How to use Stanc3 compiler optimization flag --O --O1 in cmdstanr?

Dear Stan community,

I just read the new Stan 2.29.0 release note Release of CmdStan 2.29 – The Stan Blog and found these auto-formatter, canonicalizer and optimization are very interesting. And I was not aware of these features previously. May I ask if one can apply this in cmdstanr? like some flags when compiling the model? Except this nice demo Stan-to-C++ optimizations from @rok_cesnovar, is there a way for R or Python users to automatically apply these features? Thank you very much.

Michelle

Hi,

I apologize for the lack of a cmdstanr example. Here you go:

library(cmdstanr)

n <- 25000
k <- 10
X <- matrix(rnorm(n * k), ncol = k)
y <- rbinom(n, size = 1, prob = plogis(3 * X[,1] - 2 * X[,2] + 1))
mdata <- list(k = k, n = n, y = y, X = X)

mod_opt <- cmdstan_model("lr.stan", stanc_options = list("O1"))
fit_opt <- mod_opt$sample(data = mdata, chains = 1, refresh = 500)

This was used with the following model:

data {
  int<lower=1> k;
  int<lower=0> n;
  matrix[n, k] X;
  array[n] int y;
}
parameters {
  vector[k] beta;
  real alpha;
}
model {
  target += std_normal_lpdf(beta | );
  target += std_normal_lpdf(alpha | );
  target += bernoulli_logit_lpmf(y | alpha + X* beta);
}
2 Likes

Also a quick script to see the comparison in terms of speed:

library(cmdstanr)

n <- 25000
k <- 10
X <- matrix(rnorm(n * k), ncol = k)
y <- rbinom(n, size = 1, prob = plogis(3 * X[,1] - 2 * X[,2] + 1))
mdata <- list(k = k, n = n, y = y, X = X)
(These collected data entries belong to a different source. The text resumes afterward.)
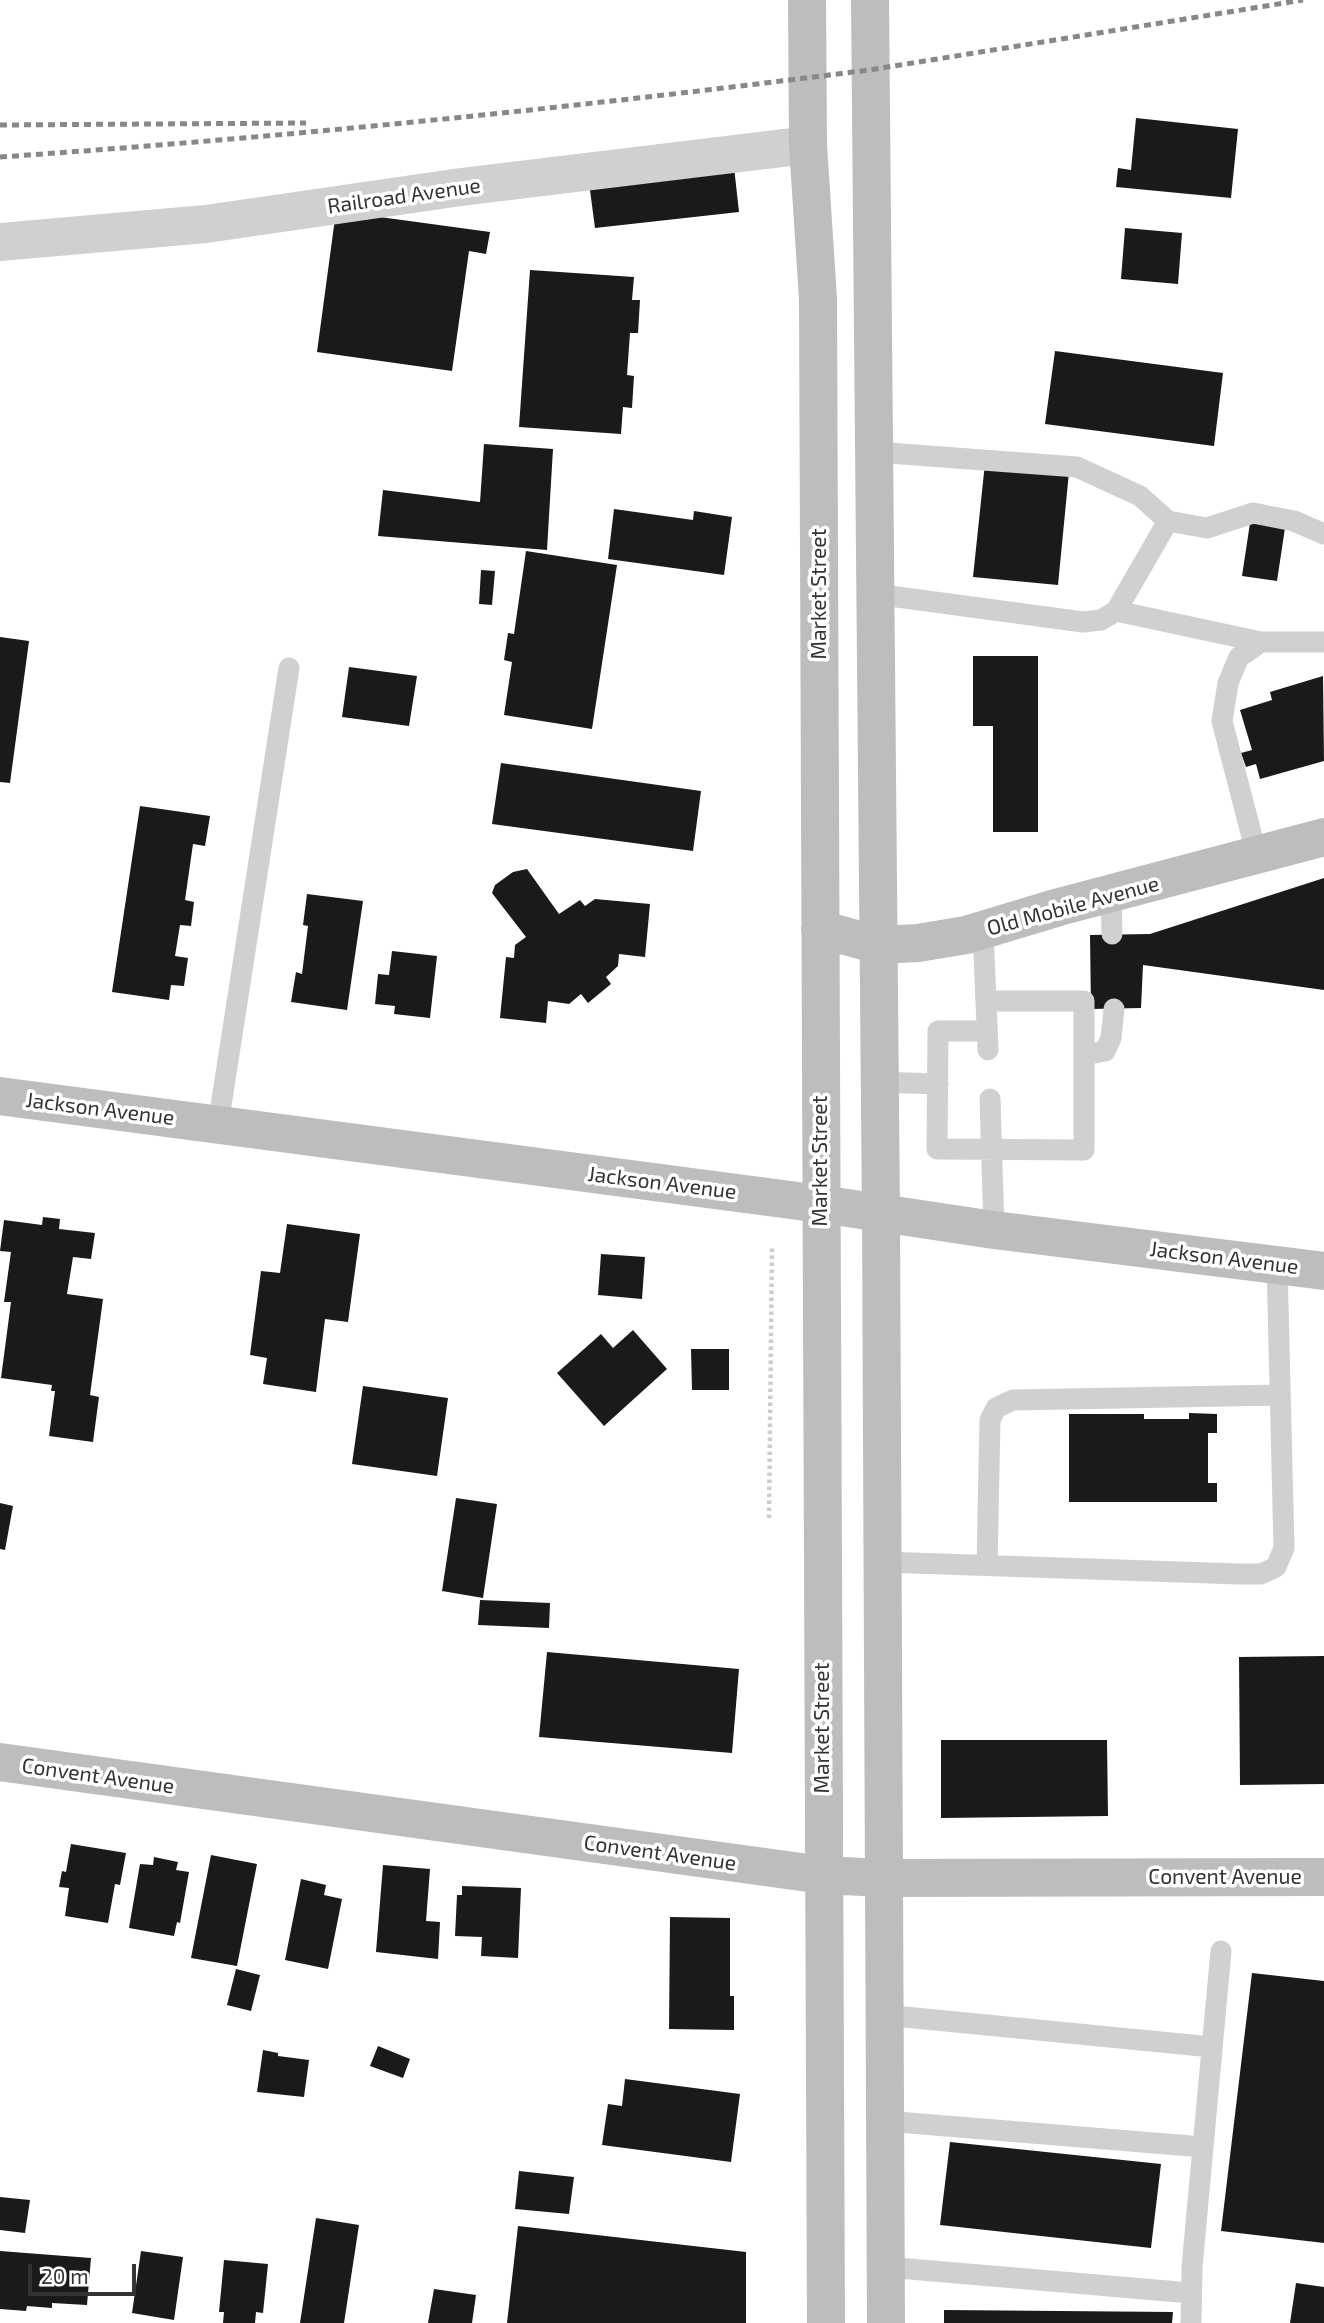 <!DOCTYPE html>
<html>
<head>
<meta charset="utf-8">
<style>
  body { margin:0 }
  #map { position:relative; width:1324px; height:2323px; overflow:hidden; background:#fff; font-family:"Exo 2",sans-serif }
  canvas { display:block }
  .scale { position:absolute; left:28px; top:2264px; width:108px; height:32px; box-sizing:border-box; border:4px solid #333; border-top:0; padding-left:9px; font-size:21px; line-height:24px; white-space:nowrap; color:#333; -webkit-text-stroke:5px #fff; paint-order:stroke }
</style>
</head>
<body>
<div id="map">
<canvas width="1324" height="2323"></canvas>
<div class="scale">20 m</div>
</div>
<script>
const context = document.querySelector('canvas').getContext('2d');
context.lineJoin = 'round';
function fillPath(path, color) {
  context.fillStyle = color;
  context.fill(path, 'evenodd');
}
function strokePath(path, color, width, dash) {
  context.strokeStyle = color;
  context.lineWidth = width;
  context.lineCap = dash ? 'butt' : 'round';
  context.setLineDash(dash || []);
  context.stroke(path);
}
function label(font, color, halo, rows, align = 'center') {
  context.font = font + ' "Exo 2",sans-serif';
  context.lineWidth = 7;
  context.setLineDash([]);
  context.textBaseline = 'middle';
  context.strokeStyle = halo;
  context.fillStyle = color;
  for (const [text, x, y, turn = 0] of rows) {
    context.save();
    context.translate(x, y);
    context.rotate((+turn || 0) * Math.PI / 180);
    context.textAlign = isNaN(turn) ? turn : align;
    if (halo) context.strokeText(text, 0, 0);
    context.fillText(text, 0, 0);
    context.restore();
  }
}
fillPath(new Path2D(`
  M1136 118 1238 129 1231 198 1116 187 1118 168 1131 170Z
  M733 158 739 212 595 228 588 175Z
  M336 211 490 232 486 254 469 251 452 371 317 352Z
  M1125 228 1182 233 1178 284 1121 279Z
  M530 270 634 277 632 300H640L638 333H630L627 375 634 376 632 408 623 407 621 434 519 427Z
  M1055 351 1223 373 1214 446 1045 424Z
  M484 444 553 449 547 550 378 536 383 490 480 502Z
  M985 463 1069 472 1058 585 973 577Z
  M614 509 693 520 694 511 732 517 724 575 608 559Z
  M1250 523 1285 528 1277 581 1242 576Z
  M526 551 617 565 592 729 504 715 512 662 504 660 508 633 514 634Z
  M481 570 495 571 492 605 479 604Z
  M0 637 29 641 10 783 0 782Z
  M973 656H1038V832H993V726H973Z
  M349 667 417 676 409 726 342 717Z
  M1323 676 1324 761 1260 779 1256 764 1246 767 1241 753 1252 750 1240 710 1272 700 1270 692Z
  M501 763 701 791 693 851 492 824Z
  M140 806 210 816 205 846 193 844 185 900 194 902 191 926 180 925 175 956 188 958 184 986 171 985 169 1000 112 992Z
  M527 869 559 914 580 900 585 906 595 899 650 904 645 957 619 954 618 966 606 977 611 984 588 1003 581 994 569 1004 548 1001 546 1023 500 1018 506 957 514 958 515 945 526 937 492 893 495 885 513 872Z
  M1324 878V990L1143 965 1141 1008 1091 1009 1090 935 1150 934Z
  M307 894 363 901 347 1010 291 1002 296 972 302 974 308 926 303 925Z
  M392 951 437 956 430 1018 394 1014 395 1006 375 1004 378 974 389 975Z
  M43 1217 60 1219 59 1229 95 1233 91 1259 73 1257 67 1294 103 1299 90 1395 99 1397 93 1442 49 1436 55 1391H51L52 1385 1 1378 11 1302H4L11 1252 0 1251 4 1220 42 1225Z
  M287 1224 360 1234 348 1322 325 1319 316 1392 263 1384 267 1358 250 1355 261 1271 280 1273Z
  M601 1254 645 1257 642 1299 598 1295Z
  M633 1330 667 1369 604 1426 557 1373 601 1334 613 1348Z
  M691 1349H729V1390H692Z
  M363 1386 448 1398 437 1476 352 1464Z
  M1189 1413 1217 1414V1433H1208V1483H1217V1502H1069V1414H1144V1419H1189Z
  M456 1498 497 1504 483 1598 442 1591Z
  M0 1503 13 1506 5 1550 0 1549Z
  M480 1600 550 1603 549 1628 478 1625Z
  M547 1652 739 1669 732 1753 539 1737Z
  M1324 1656V1784L1240 1785 1239 1657Z
  M941 1740H1107L1108 1816 941 1818Z
  M71 1844 126 1853 120 1885 115 1884 108 1923 65 1916 69 1888 59 1887 62 1871 66 1872Z
  M211 1855 257 1864 237 1966 191 1958Z
  M154 1857 178 1862 176 1870 189 1872 180 1923 177 1922 174 1936 129 1928 140 1864 153 1865Z
  M383 1865 430 1869 426 1921 440 1922 438 1959 376 1952Z
  M301 1879 326 1885 324 1895 342 1899 328 1969 285 1960Z
  M462 1886 521 1888 518 1958 481 1956 482 1937 455 1936 457 1895H462Z
  M670 1917 730 1918V1996H734V2030L669 2029Z
  M236 1969 260 1975 251 2011 227 2005Z
  M1252 1973 1324 1981V2243L1221 2231Z
  M378 2046 410 2059 403 2078 370 2066Z
  M263 2050 278 2053V2056L309 2060 304 2097 257 2092Z
  M625 2079 740 2094 731 2162 602 2145 608 2104 622 2106Z
  M950 2142 1161 2164 1151 2248 940 2225Z
  M519 2171 574 2177 569 2214 515 2209Z
  M0 2197 30 2200 25 2233 0 2230Z
  M316 2218 359 2225 344 2323H300Z
  M518 2226 746 2252V2323H507Z
  M0 2251 91 2258 87 2305 52 2303V2308L27 2306 26 2311 0 2309Z
  M141 2251 183 2257 174 2320 132 2313Z
  M224 2260 268 2264 263 2313 256 2312 255 2323H223L224 2312H219Z
  M1296 2283 1324 2287V2323H1290Z
  M434 2289 476 2295 472 2323H428Z
  M944 2310 1173 2312 1172 2323H944Z`), '#1a1a1a');
strokePath(new Path2D(`
  M769 1518 772 1246`), '#cdcdcd', 4.5, [3.5, 3.5]);
strokePath(new Path2D(`
  M875 452 1077 467 1140 496 1168 521 1207 528 1253 513 1294 521 1324 534
  M875 594 1083 622 1101 620 1116 611 1168 521
  M1116 611 1261 642
  M1257 856 1222 721 1228 683 1239 657 1261 642H1324
  M1111 894 1112 934
  M983 930 988 1050
  M986 1001H1084V1150L937 1149 938 1031H987
  M1084 1055 1105 1051 1111 1038 1114 1009
  M879 1082 938 1084
  M990 1099 994 1230
  M218 1125 289 668
  M882 1562 1239 1574H1261L1276 1567 1284 1548 1277 1264
  M987 1565 990 1420 996 1408 1013 1400 1280 1395
  M884 2015 1212 2047
  M885 2121 1203 2147
  M886 2267 1191 2293
  M1191 2323 1192 2267 1221 1951`), '#d0d0d0', 21);
strokePath(new Path2D(`
  M0 242 206 224 461 187 808 145`), '#d0d0d0', 38);
strokePath(new Path2D(`
  M807 0 808 145 818 299 826 2323
  M870 0 881 1214 886 2323
  M820 929 878 945 918 943 966 935 1059 907 1324 837
  M0 1096 821 1204 994 1230 1324 1271
  M0 1762 823 1875 883 1878 1324 1877`), '#bdbdbd', 38);
strokePath(new Path2D(`
  M0 125 306 123
  M0 157C290 137 580 107 869 70L1303 0`), '#888', 5, [7, 5]);
label('21px', '#333', '#fff', [
  ["Railroad Avenue",404,196,-8],
  ["Market Street",819,594,-90],
  ["Old Mobile Avenue",1073,906,-15],
  ["Jackson Avenue",100,1109,7],
  ["Market Street",820,1161,-90],
  ["Jackson Avenue",662,1183,7],
  ["Jackson Avenue",1224,1258,7],
  ["Market Street",822,1728,-90],
  ["Convent Avenue",98,1776,8],
  ["Convent Avenue",660,1853,8],
  ["Convent Avenue",1225,1877]
]);
</script>
</body>
</html>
mod_no_opt <- cmdstan_model("lr.stan", exe_file = "no_opt_lr")
mod_opt <- cmdstan_model("lr.stan", exe_file = "opt_lr", stanc_options = list("O1"))
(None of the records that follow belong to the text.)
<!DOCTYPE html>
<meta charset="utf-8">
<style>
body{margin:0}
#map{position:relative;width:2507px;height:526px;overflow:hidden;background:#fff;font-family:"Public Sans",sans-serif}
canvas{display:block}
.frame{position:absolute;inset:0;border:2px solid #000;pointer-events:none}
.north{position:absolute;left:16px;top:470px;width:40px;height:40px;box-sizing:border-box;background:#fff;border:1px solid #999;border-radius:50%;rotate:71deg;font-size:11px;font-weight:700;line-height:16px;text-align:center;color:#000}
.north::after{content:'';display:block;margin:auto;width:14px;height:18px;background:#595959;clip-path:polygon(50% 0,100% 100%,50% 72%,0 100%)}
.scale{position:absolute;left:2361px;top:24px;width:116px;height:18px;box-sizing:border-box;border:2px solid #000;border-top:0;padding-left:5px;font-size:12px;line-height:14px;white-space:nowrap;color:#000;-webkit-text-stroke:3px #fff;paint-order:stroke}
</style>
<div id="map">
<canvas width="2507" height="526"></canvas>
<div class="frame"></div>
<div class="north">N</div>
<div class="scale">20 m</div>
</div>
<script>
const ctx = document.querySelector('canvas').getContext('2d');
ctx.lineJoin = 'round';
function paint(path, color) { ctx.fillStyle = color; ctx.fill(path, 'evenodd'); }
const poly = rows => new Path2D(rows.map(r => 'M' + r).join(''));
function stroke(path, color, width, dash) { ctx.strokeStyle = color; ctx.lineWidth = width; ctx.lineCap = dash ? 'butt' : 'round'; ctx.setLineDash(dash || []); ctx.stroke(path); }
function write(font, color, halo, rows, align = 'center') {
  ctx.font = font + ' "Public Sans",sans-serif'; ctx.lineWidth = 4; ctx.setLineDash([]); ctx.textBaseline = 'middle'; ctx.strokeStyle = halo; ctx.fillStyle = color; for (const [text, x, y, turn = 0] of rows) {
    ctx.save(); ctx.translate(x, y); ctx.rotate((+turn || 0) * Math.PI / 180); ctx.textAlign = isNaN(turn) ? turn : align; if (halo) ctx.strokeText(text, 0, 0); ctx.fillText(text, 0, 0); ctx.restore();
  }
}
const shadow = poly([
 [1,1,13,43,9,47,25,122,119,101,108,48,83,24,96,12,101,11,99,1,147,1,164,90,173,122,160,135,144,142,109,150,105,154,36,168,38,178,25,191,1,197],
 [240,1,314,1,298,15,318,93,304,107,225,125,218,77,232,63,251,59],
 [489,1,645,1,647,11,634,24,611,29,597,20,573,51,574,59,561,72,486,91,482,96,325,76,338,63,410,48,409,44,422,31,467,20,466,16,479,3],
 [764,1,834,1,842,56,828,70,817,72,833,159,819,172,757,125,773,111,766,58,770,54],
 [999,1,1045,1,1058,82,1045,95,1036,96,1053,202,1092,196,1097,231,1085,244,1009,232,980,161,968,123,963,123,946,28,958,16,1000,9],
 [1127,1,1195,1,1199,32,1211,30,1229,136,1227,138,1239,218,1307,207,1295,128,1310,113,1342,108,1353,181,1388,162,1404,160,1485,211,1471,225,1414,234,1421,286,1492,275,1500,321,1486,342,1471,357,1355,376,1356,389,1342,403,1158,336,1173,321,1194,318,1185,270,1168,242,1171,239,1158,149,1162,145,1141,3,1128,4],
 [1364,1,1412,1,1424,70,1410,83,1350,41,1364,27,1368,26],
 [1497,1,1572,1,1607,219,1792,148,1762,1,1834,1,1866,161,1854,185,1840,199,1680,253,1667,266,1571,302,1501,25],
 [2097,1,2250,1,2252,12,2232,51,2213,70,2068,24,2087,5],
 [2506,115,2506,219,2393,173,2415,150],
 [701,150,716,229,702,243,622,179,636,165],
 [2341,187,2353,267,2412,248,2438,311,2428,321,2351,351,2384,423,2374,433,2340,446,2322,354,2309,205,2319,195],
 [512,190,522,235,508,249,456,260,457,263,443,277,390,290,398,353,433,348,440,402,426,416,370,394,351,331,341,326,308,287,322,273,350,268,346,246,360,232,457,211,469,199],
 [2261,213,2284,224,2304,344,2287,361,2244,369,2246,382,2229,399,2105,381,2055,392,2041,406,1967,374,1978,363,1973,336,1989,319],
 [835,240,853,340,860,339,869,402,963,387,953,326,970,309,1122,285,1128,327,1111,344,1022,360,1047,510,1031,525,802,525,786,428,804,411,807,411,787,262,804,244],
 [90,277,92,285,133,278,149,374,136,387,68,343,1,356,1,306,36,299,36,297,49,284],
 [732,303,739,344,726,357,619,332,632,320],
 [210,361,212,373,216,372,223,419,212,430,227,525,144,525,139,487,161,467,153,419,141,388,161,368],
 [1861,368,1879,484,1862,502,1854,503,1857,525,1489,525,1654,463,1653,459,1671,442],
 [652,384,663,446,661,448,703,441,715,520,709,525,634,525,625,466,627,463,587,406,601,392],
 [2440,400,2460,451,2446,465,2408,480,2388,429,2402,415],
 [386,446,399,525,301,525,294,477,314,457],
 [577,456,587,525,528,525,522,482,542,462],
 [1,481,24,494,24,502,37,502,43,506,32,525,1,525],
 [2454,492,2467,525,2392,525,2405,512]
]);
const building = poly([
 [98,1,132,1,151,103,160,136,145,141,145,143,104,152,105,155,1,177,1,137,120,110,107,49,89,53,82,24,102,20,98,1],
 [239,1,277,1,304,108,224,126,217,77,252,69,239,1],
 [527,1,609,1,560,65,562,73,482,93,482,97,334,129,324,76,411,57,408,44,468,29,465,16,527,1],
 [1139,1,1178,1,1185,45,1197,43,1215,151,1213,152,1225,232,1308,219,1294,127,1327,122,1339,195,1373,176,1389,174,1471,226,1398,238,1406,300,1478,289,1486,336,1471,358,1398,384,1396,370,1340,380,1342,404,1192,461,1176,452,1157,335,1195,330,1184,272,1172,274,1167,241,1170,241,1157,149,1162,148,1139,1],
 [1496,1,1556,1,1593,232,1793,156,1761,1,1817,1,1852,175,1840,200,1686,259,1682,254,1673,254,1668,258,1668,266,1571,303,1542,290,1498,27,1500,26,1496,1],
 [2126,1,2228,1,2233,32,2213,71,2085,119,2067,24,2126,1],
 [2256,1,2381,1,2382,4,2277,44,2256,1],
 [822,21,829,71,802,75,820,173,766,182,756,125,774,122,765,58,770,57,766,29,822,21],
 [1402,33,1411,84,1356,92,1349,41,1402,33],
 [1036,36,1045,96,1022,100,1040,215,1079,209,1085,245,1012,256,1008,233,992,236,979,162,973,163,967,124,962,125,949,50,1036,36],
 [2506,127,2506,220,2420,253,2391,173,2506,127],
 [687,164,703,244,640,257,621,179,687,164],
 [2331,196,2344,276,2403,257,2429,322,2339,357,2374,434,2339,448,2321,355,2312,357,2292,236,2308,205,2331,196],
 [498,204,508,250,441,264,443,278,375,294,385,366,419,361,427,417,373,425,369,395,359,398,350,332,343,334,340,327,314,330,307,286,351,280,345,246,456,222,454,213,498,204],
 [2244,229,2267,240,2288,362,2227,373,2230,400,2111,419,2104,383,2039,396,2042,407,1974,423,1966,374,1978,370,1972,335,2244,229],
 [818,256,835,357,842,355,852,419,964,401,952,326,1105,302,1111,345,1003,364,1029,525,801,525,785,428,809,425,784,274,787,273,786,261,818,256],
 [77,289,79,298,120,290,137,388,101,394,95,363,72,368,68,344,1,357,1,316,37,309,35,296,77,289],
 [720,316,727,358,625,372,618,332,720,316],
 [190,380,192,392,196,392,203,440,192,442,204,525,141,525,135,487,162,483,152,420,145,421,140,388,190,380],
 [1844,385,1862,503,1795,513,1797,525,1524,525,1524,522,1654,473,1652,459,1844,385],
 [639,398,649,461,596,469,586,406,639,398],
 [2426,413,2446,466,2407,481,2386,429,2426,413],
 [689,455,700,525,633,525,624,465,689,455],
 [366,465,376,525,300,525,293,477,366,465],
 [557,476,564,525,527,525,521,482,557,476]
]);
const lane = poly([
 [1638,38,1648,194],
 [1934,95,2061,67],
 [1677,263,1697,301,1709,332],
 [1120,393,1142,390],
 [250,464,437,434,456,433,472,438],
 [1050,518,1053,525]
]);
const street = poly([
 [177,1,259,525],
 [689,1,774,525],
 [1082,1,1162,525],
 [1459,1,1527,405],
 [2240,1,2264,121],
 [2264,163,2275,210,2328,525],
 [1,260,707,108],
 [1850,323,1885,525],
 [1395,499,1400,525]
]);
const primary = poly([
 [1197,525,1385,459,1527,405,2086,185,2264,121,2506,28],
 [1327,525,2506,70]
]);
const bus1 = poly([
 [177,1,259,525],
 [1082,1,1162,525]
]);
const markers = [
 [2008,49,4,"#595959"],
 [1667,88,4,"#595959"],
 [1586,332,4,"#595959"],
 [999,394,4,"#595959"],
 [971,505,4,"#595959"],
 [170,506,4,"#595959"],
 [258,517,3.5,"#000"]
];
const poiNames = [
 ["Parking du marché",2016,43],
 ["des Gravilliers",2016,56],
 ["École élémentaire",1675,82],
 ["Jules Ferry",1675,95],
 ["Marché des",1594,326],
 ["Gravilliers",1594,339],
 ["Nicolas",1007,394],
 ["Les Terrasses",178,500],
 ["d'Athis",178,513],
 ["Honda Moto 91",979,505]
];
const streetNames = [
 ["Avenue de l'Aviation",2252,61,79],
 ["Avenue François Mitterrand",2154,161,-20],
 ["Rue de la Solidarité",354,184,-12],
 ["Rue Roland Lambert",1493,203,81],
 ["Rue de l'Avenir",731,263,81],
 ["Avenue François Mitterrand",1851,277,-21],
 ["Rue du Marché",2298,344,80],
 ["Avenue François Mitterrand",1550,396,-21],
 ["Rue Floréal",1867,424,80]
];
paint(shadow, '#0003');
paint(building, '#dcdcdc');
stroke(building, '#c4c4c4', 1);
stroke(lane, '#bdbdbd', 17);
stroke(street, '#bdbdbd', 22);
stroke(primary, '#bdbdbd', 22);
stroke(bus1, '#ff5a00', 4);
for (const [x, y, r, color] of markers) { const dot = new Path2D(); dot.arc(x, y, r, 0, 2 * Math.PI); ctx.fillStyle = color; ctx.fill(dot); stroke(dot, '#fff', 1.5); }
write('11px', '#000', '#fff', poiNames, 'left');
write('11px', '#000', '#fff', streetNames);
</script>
fit_no_opt <- mod_no_opt$sample(data = mdata, chains = 1, refresh = 500)

fit_opt <- mod_opt$sample(data = mdata, chains = 1, refresh = 500)

print(fit_no_opt$time()$total)
print(fit_opt$time()$total)

The exe_file is there so we can make 2 executables from the same model file.

The results are:
Chain 1 Iteration:    1 / 2000 [  0%]  (Warmup) 
Chain 1 Iteration:  500 / 2000 [ 25%]  (Warmup) 
Chain 1 Iteration: 1000 / 2000 [ 50%]  (Warmup) 
Chain 1 Iteration: 1001 / 2000 [ 50%]  (Sampling) 
Chain 1 Iteration: 1500 / 2000 [ 75%]  (Sampling) 
Chain 1 Iteration: 2000 / 2000 [100%]  (Sampling) 
Chain 1 finished in 17.8 seconds.
Running MCMC with 1 chain...

Chain 1 Iteration:    1 / 2000 [  0%]  (Warmup) 
Chain 1 Iteration:  500 / 2000 [ 25%]  (Warmup) 
Chain 1 Iteration: 1000 / 2000 [ 50%]  (Warmup) 
Chain 1 Iteration: 1001 / 2000 [ 50%]  (Sampling) 
Chain 1 Iteration: 1500 / 2000 [ 75%]  (Sampling) 
Chain 1 Iteration: 2000 / 2000 [100%]  (Sampling) 
Chain 1 finished in 10.6 seconds.
[1] 17.94077
[1] 10.78738

To not get everyone’s hopes too high, I would not expect as huge gains every time :)

4 Likes

This is amazing. Thank you very much for developing this. I also liked so much the online demo which is a nice tool for me to check what I could improve/canonicalize on my dirty Stan code. It’s also like a home tutor to learn some advanced features of Stan based on my own model. :)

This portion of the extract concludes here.